### What to do
Respond with the count alone after checking every line in the material below for "positions".

### Entries supplied

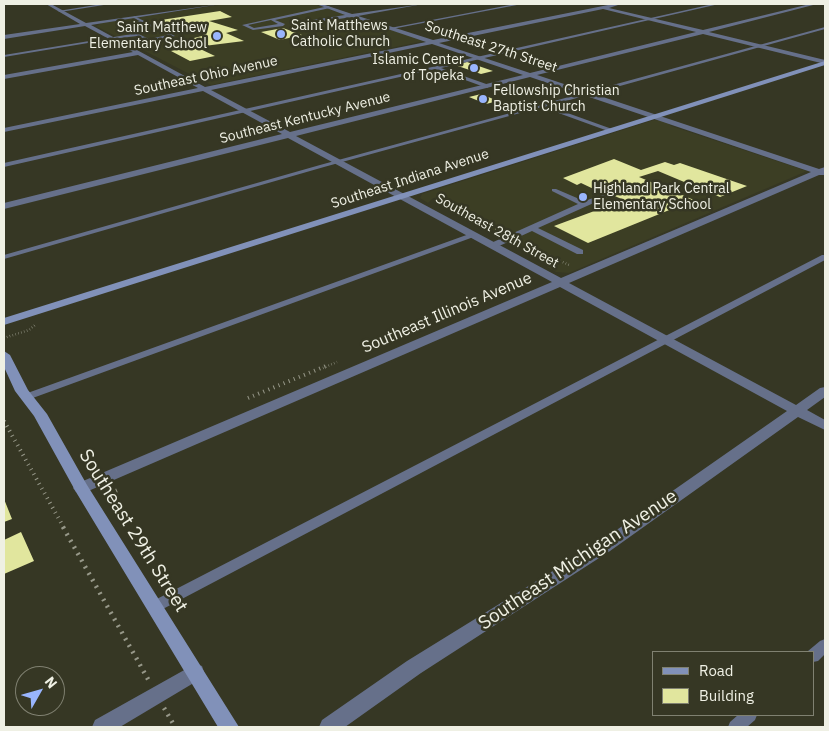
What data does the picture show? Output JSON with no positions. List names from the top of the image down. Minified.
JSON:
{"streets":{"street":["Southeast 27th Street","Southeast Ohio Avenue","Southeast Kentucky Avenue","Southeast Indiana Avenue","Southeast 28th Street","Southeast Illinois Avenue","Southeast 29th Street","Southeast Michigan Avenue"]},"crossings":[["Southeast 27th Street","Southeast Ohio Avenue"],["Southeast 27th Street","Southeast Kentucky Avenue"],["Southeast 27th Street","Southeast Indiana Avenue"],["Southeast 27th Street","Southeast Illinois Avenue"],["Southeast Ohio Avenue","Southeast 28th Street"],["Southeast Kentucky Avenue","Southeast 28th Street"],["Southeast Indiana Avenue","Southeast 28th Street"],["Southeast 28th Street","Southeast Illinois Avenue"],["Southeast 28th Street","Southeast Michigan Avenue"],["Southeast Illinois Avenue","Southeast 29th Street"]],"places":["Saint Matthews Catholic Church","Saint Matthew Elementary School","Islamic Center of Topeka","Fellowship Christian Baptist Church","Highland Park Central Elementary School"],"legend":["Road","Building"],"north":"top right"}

==

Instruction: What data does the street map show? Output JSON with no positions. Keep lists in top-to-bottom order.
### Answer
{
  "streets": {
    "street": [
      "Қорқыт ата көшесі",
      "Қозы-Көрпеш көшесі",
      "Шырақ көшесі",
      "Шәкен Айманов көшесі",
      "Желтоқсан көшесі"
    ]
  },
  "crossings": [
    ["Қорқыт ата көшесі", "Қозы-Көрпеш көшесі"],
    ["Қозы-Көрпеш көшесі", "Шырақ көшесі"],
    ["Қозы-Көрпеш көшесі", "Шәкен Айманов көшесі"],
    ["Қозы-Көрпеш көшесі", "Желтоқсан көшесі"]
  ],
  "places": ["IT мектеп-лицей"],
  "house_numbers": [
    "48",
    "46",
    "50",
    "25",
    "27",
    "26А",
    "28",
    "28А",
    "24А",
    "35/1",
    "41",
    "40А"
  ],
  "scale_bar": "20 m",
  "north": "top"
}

...

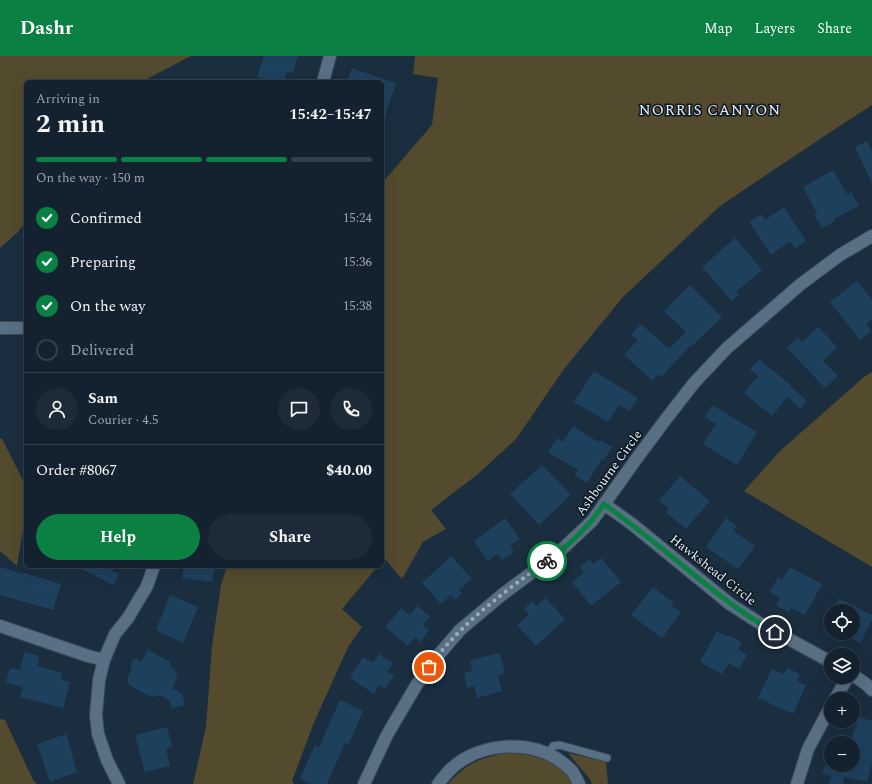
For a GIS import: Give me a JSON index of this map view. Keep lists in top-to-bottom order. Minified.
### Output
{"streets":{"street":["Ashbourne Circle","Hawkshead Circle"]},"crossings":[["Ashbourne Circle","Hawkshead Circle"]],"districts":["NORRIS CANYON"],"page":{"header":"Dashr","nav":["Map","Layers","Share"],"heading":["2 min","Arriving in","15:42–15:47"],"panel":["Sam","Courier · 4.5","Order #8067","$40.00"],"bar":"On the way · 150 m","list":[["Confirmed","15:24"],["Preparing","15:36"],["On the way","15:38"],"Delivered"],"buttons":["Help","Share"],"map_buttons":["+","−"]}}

### Your solution
2